À moins donc qu’un plan révolutionnaire soit en cours pour relever cette capacité, même avec toute la volonté, nos grandes villes auront toujours les déchets non gérés. Une réduction de la production des déchets dans les ménages pourra réduire substantiellement son volume. J’en fais d’ailleurs écho depuis 2016 notamment sur une page Facebook créée à cet effet.
Il s’agit en effet d’outiller les ménages par une formation ou une sensibilisation afin de leur apprendre à réduire leurs déchets à la source, à trier et à devenir de réels acteurs dans la gestion des déchets. L’avantage à en tirer est le fait que la population contribuera ainsi à la préservation de la santé qui, avant tout, est individuelle ! Ces actes ne viendront en rien dédouaner les autorités dans leur rôle d’enlèvement (« collecte n’est pas mieux dit ?) et de traitement de déchets.

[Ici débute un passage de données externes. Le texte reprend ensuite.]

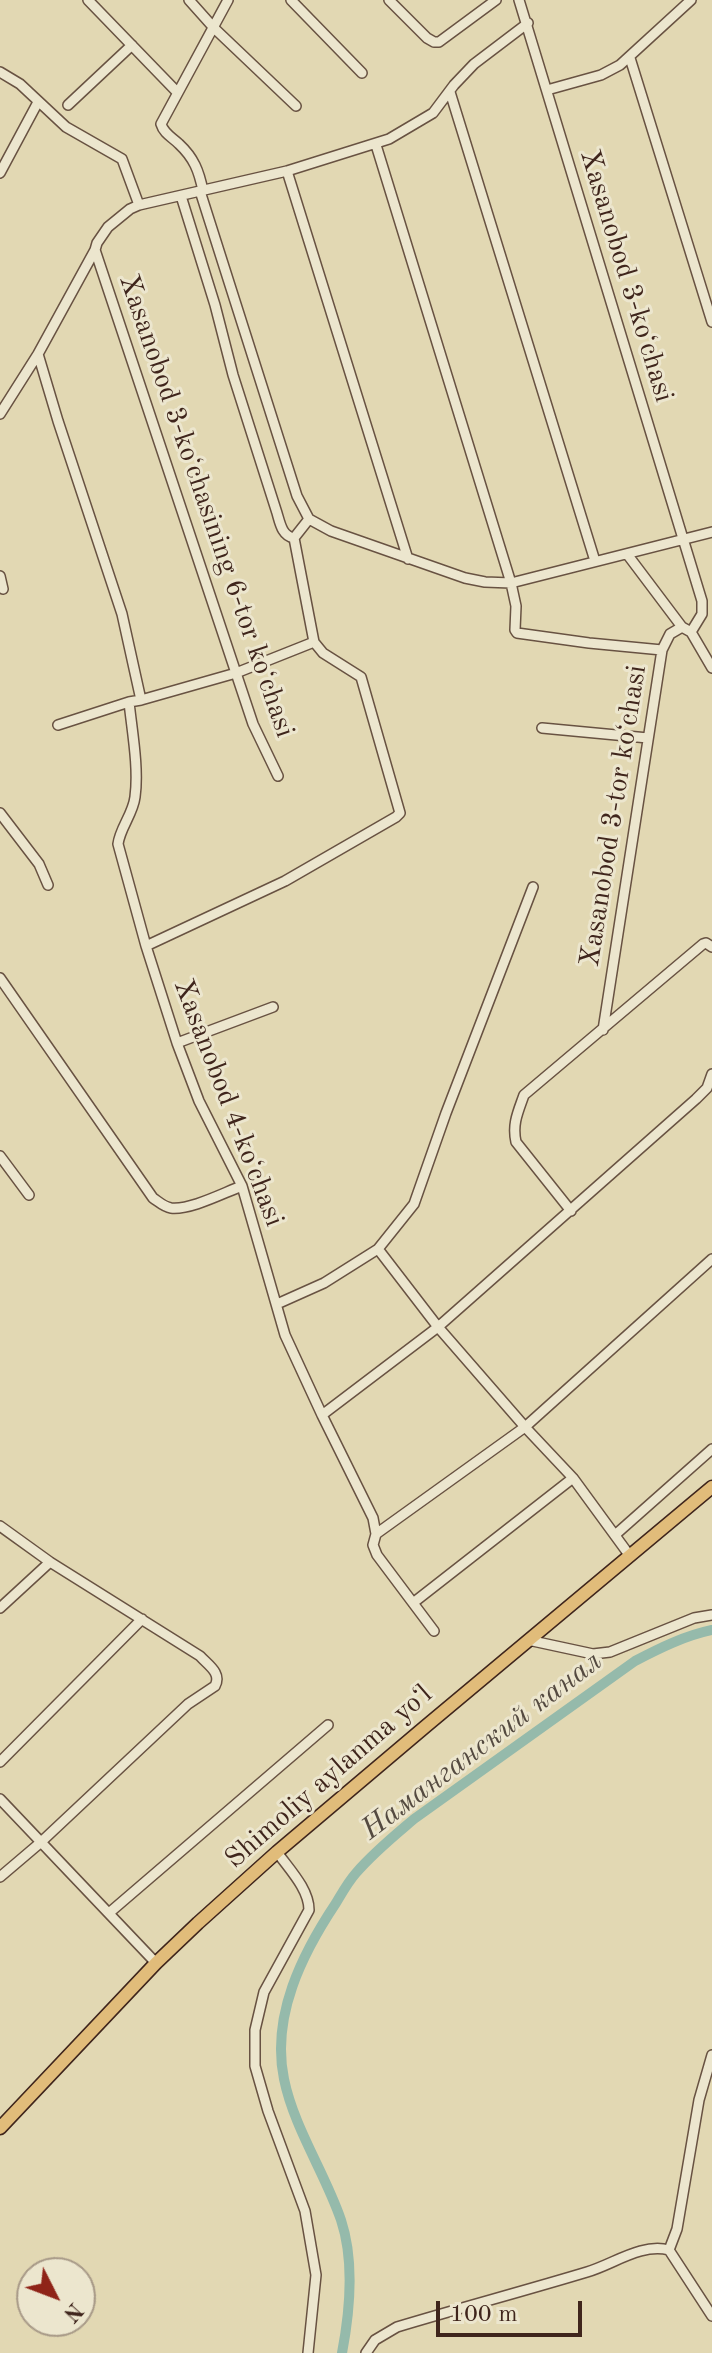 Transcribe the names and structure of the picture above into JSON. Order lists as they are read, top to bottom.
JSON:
{
  "streets": {
    "main road": ["Shimoliy aylanma yoʻl"],
    "street": [
      "Xasanobod 3-koʻchasi",
      "Xasanobod 3-koʻchasining 6-tor koʻchasi",
      "Xasanobod 3-tor koʻchasi",
      "Xasanobod 4-koʻchasi"
    ]
  },
  "crossings": [
    ["Xasanobod 3-koʻchasi", "Xasanobod 3-tor koʻchasi"]
  ],
  "water": ["Наманганский канал"],
  "scale_bar": "100 m",
  "north": "bottom right"
}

La démarche préconisée ici consiste en la méthode « 3RVE». L’expression « 3RVE» est une abréviation des mots suivants : réduction à la source, réemploi, recyclage, valorisation, élimination écologique. Il s’agit d’une méthode dont la vulgarisation incombera à l’État qui peut externaliser à l’entreprise d’enlèvement des ordures. Concrètement, voici en quoi consiste chaque aspect :
Réduire les déchets à la source : il s’agit, depuis la source, de limiter la production des déchets. Cela consiste à prioriser les activités dont le dénouement fera le moins de déchets ou rebuts possibles. Par exemple, lors des achats au marché ou au supermarché, il convient d’avoir un sac dans lequel l’on mettra plusieurs articles sans qu’on ait besoin d’emballer individuellement. Ainsi, l’on n’aura plus besoin de préparer des papiers ou plastiques pour contenir uniquement l’ail, le gingembre, … Lors du choix d’un fournisseur, prioriser celui dont les produits et process auront le moins de déchets. Il en est de même du choix des bidons de 10 ou 20 litres d’eau au détriment des petites bouteilles.

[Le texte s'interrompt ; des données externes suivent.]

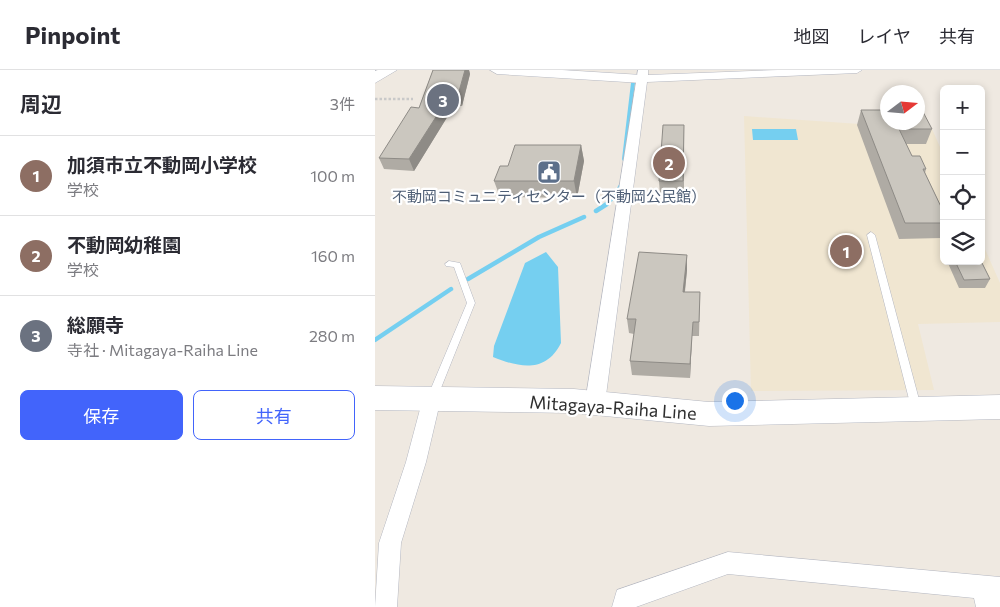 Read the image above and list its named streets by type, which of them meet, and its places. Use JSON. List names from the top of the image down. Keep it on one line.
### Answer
{"streets":{"main road":["Mitagaya-Raiha Line"]},"places":{"public building":["不動岡コミュニティセンター（不動岡公民館）"]},"north":"right","page":{"header":"Pinpoint","nav":["地図","レイヤ","共有"],"heading":["周辺","3件"],"pins":["3","2","1"],"map_buttons":["+","−"],"list":[{"mark":"1","name":"加須市立不動岡小学校","note":"学校","value":"100 m"},{"mark":"2","name":"不動岡幼稚園","note":"学校","value":"160 m"},{"mark":"3","name":"総願寺","note":"寺社 · Mitagaya-Raiha Line","value":"280 m"}],"buttons":["保存","共有"]}}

Réemploi / Réutilisation : Le réemploi est toute opération par laquelle des substances, matières ou produits qui ne sont pas des déchets, sont utilisés de nouveau pour un usage identique à celui pour lequel ils avaient été conçus. Exemple : l’utilisation des bouteilles de boissons gazeuses ou alcoolisées par les sociétés brassicoles pour les mêmes produits. Réutiliser consiste à se servir des substances, matières ou produits pour un usage différent de ce pourquoi ils ont été conçus. C’est le cas de l’utilisation de l’huile de palmiste dans une bouteille qui précédemment contenu de l’eau minérale.
Recyclage : les matériaux usagés sont collectés, triés, traités et transformés pour être réutilisés. Il s’agit de transformer les déchets en de nouveaux produits. Le papier et le carton sont souvent déchiquetés et transformés en pâte à papier ou en alvéoles d’œufs. Les plastiques sont fondus et réformés en granulés de plastique. De cette façon, l’on réduira de façon importante les quantités à éliminer, car le meilleur déchet est celui qu’on ne produit pas !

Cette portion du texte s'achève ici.